▶ **Material shown**:

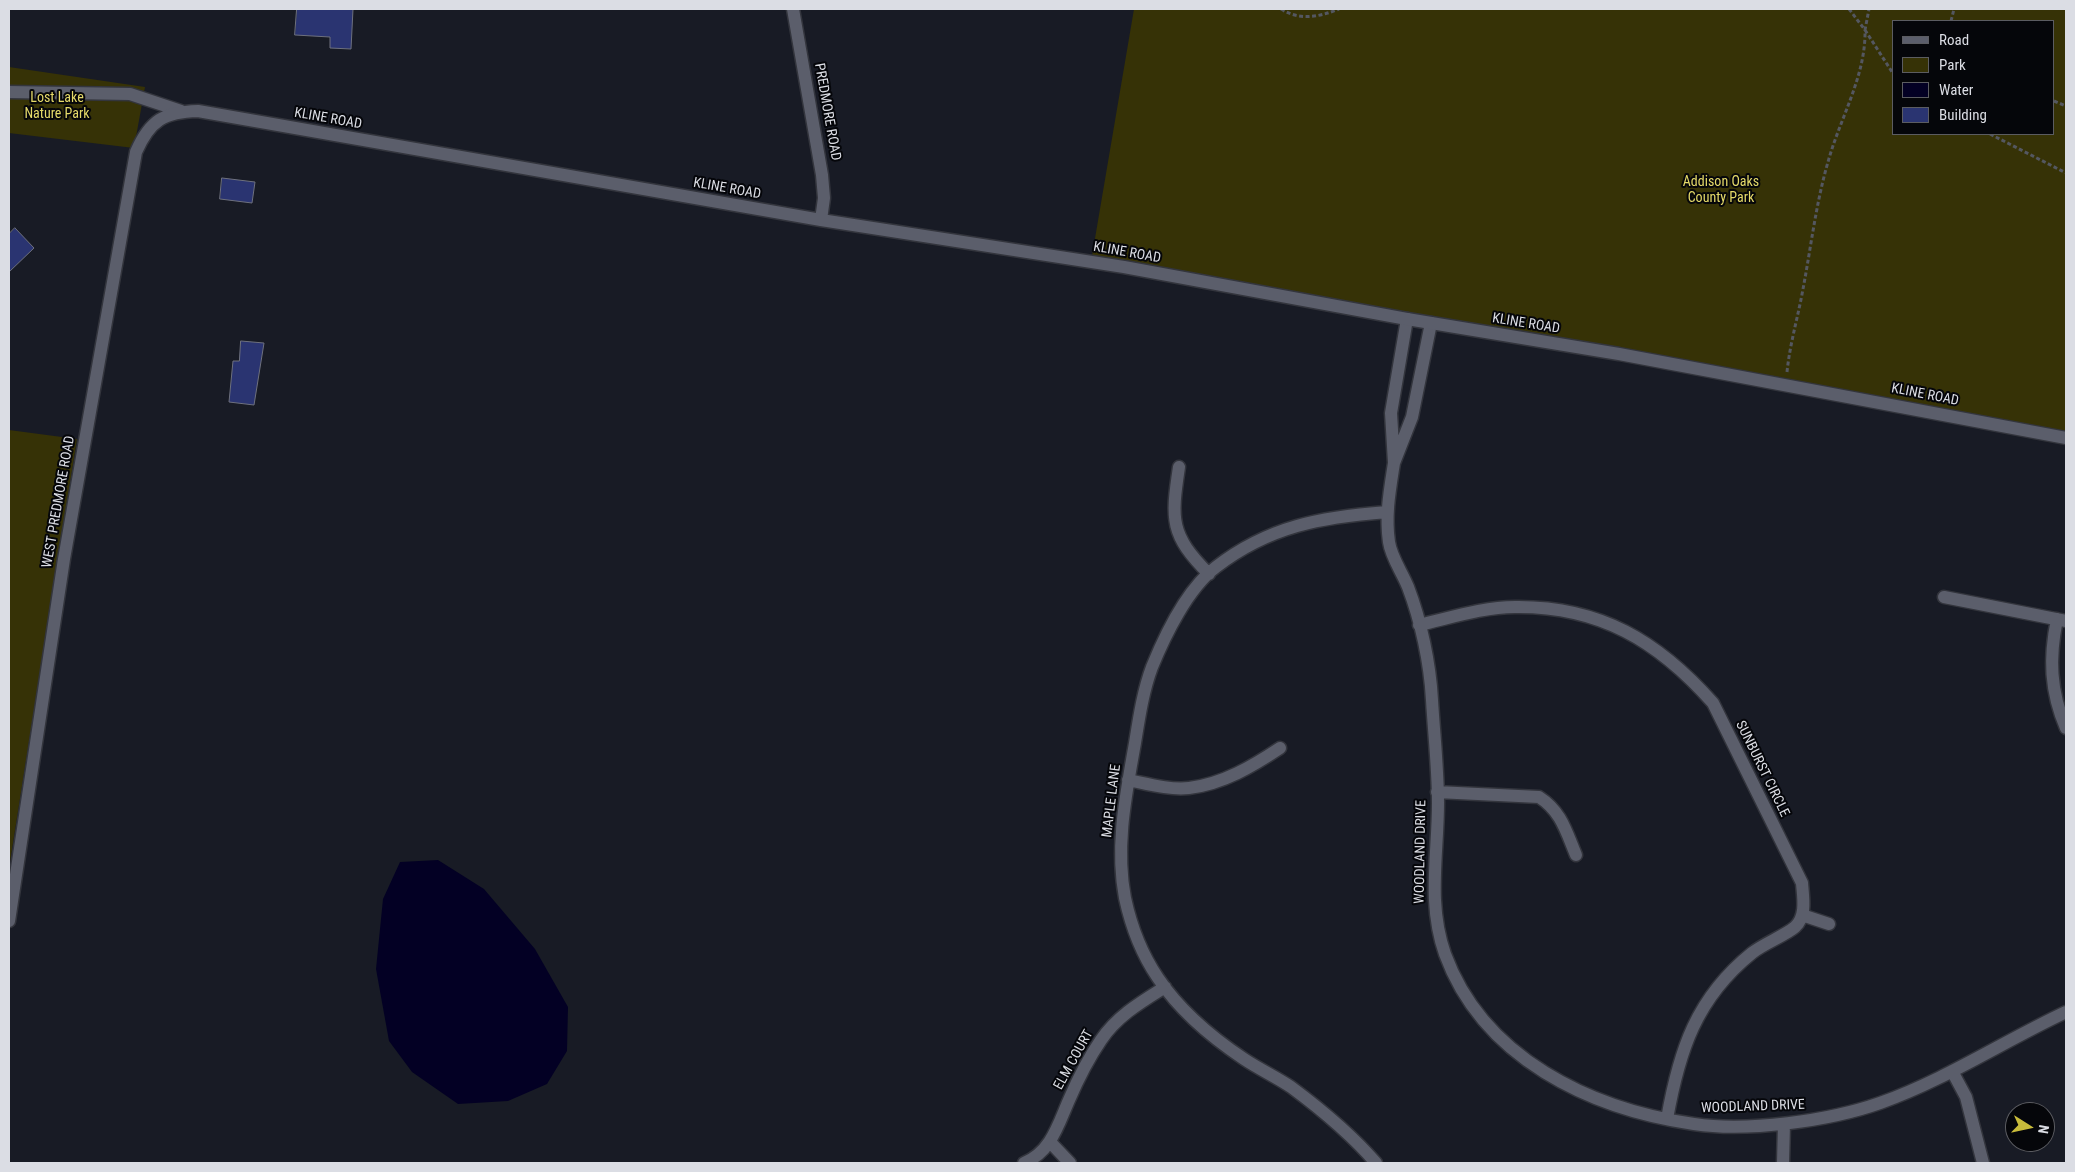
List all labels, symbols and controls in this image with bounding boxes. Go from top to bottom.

...

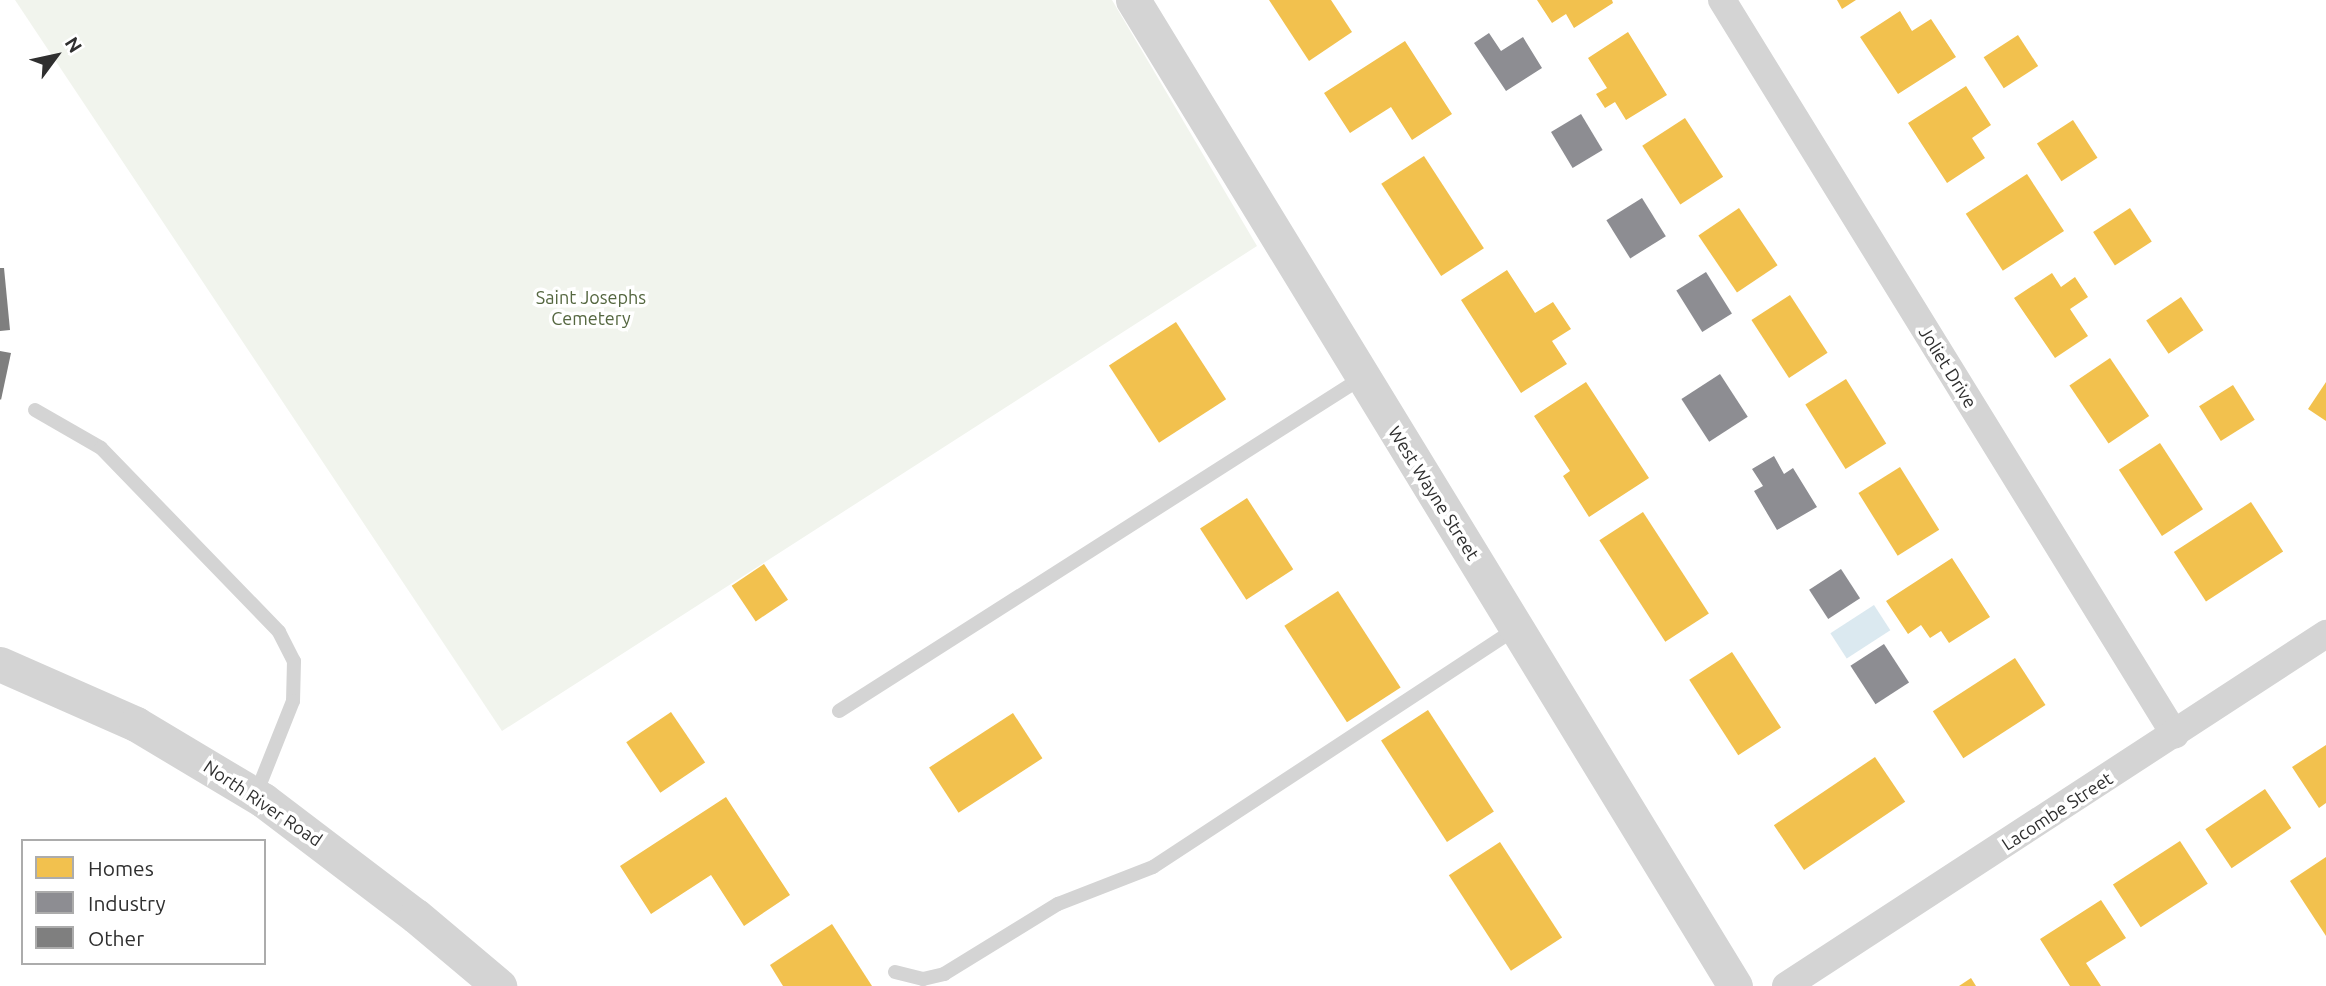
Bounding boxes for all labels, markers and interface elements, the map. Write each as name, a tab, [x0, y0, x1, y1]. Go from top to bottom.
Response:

▶ **Exercise objective**:
Every line in the records above that holds "from" counts once; state the total and nothing else.

▶ **Problem solution**:
2